(Data excerpts)

##########

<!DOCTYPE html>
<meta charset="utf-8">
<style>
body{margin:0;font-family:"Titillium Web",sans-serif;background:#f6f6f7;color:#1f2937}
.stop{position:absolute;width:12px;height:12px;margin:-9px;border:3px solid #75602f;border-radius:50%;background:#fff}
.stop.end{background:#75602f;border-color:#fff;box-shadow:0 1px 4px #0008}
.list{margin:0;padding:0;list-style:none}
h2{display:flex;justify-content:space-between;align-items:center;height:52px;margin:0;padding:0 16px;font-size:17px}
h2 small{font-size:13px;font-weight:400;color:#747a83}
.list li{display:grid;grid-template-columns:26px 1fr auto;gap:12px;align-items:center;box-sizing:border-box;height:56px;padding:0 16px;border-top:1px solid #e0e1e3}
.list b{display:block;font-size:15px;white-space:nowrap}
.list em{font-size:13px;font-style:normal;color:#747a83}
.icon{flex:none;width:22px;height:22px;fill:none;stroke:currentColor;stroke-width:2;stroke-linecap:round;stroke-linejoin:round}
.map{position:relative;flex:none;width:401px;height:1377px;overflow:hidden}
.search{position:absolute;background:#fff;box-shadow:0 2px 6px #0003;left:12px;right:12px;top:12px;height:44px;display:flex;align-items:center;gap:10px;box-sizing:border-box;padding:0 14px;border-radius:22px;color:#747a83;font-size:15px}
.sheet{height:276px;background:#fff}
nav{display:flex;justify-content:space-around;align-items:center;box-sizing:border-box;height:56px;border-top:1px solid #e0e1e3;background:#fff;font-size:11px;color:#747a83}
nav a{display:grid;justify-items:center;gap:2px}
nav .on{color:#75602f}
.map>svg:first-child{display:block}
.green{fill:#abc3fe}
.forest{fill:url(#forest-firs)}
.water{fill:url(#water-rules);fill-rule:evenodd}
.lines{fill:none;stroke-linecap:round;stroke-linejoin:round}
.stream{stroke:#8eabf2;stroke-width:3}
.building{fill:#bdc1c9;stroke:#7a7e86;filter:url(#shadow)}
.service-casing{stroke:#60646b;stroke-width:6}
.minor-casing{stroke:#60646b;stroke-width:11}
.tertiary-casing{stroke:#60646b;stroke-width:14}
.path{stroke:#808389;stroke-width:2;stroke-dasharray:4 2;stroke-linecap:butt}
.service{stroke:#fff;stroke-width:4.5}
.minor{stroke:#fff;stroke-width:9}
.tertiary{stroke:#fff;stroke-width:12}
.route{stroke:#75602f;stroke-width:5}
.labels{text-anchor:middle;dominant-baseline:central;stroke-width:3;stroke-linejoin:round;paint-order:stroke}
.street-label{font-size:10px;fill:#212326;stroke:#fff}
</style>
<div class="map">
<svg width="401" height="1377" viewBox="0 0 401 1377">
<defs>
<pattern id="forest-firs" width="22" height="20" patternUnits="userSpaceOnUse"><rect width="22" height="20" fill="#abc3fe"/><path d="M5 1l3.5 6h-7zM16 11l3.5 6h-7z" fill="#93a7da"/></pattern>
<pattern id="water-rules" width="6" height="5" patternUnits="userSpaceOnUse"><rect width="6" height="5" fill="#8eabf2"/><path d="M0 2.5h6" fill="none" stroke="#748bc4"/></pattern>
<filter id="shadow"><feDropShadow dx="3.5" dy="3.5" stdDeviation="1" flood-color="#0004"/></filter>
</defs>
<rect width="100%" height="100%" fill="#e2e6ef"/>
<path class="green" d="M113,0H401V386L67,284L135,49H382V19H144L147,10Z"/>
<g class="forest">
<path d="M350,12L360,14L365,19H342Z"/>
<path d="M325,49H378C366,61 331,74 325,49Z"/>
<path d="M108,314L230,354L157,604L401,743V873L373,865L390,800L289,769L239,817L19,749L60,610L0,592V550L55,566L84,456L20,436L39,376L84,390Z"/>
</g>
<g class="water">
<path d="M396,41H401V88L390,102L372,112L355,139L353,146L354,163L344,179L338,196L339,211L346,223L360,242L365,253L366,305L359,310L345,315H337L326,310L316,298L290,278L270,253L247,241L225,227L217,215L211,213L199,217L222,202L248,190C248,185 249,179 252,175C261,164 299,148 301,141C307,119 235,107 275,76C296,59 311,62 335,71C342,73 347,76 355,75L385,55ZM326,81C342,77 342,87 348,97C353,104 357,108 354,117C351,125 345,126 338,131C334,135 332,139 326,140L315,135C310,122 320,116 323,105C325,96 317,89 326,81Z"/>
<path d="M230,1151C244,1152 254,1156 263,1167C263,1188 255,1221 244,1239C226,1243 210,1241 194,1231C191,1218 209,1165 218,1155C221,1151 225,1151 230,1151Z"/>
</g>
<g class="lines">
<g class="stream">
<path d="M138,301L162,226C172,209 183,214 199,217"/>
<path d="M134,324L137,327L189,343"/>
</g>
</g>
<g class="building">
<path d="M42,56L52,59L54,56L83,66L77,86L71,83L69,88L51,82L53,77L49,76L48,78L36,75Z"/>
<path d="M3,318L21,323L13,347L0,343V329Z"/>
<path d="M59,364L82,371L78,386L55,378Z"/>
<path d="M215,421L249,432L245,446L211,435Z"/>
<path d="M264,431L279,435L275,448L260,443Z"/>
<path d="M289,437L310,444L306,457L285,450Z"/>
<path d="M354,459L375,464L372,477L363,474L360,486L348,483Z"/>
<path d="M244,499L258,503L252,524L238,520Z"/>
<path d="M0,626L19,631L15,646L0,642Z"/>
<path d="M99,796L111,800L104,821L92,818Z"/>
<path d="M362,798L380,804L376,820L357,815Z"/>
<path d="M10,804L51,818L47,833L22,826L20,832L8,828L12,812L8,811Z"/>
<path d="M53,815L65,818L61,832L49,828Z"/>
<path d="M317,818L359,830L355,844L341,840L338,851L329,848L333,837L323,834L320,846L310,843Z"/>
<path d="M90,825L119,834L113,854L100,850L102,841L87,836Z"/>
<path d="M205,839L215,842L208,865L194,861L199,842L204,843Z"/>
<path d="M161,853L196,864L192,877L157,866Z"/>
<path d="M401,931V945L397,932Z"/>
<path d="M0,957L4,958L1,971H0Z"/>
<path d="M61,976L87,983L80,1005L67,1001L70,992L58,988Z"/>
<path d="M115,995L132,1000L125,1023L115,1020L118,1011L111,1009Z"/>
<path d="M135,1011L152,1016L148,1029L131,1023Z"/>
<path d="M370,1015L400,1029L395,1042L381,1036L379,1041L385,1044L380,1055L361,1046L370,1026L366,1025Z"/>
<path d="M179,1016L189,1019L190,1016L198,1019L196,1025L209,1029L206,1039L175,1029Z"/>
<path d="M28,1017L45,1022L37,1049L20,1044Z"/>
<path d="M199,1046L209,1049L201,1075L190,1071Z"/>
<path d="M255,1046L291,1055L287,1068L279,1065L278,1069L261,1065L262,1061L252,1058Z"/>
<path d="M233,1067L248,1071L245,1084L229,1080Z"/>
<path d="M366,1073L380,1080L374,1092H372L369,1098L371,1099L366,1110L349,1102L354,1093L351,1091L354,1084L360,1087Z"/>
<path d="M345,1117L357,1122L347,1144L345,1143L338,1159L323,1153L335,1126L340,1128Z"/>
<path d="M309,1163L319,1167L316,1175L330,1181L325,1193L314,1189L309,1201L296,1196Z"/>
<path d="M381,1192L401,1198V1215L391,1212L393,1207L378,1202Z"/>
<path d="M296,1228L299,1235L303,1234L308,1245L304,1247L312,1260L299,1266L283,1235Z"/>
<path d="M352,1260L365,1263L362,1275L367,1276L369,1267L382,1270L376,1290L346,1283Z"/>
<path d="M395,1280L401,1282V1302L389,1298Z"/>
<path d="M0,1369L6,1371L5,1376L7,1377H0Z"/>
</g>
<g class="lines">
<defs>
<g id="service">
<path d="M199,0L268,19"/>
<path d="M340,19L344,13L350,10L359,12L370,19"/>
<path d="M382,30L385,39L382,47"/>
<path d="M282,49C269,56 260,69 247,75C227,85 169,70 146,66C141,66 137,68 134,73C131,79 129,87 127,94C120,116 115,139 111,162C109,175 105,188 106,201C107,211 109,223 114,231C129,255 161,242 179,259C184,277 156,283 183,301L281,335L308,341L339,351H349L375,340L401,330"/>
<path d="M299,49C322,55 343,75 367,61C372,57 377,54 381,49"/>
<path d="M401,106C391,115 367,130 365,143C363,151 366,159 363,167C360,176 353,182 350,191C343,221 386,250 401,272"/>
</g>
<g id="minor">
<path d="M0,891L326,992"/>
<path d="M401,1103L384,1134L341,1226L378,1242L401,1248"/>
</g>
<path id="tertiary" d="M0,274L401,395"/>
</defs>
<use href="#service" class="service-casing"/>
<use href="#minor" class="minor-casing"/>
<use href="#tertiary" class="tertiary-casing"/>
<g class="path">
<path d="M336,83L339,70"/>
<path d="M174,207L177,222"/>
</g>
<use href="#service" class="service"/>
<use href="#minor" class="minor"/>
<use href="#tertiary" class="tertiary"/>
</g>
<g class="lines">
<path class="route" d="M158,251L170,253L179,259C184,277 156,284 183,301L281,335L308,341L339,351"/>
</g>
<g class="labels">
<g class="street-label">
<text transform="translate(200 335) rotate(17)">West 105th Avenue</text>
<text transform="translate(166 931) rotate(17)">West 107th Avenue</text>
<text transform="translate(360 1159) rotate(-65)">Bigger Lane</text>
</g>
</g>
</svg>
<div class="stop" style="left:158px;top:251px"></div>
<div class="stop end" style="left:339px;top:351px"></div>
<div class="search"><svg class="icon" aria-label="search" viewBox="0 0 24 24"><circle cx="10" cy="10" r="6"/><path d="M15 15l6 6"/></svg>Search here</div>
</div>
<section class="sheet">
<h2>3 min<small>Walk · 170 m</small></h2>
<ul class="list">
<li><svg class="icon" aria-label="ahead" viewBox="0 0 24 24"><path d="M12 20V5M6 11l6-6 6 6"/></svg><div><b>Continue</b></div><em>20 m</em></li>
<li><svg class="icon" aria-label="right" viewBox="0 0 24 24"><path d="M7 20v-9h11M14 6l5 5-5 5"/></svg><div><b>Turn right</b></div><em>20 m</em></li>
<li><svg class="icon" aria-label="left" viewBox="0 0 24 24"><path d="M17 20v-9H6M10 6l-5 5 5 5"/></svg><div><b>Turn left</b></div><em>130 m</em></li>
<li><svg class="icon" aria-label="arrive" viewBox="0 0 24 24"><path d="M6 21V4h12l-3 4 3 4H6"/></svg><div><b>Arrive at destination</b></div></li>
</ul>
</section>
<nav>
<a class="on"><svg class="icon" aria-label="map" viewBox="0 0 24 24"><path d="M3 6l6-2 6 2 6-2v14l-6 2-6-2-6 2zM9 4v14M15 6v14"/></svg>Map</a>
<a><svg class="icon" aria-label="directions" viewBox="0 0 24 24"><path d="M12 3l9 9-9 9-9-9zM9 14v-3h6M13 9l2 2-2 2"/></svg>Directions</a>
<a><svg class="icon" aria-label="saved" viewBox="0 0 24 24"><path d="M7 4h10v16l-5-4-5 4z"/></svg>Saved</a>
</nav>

##########

The answer is to be a bare number, showing how many lines of the records contain "building".

2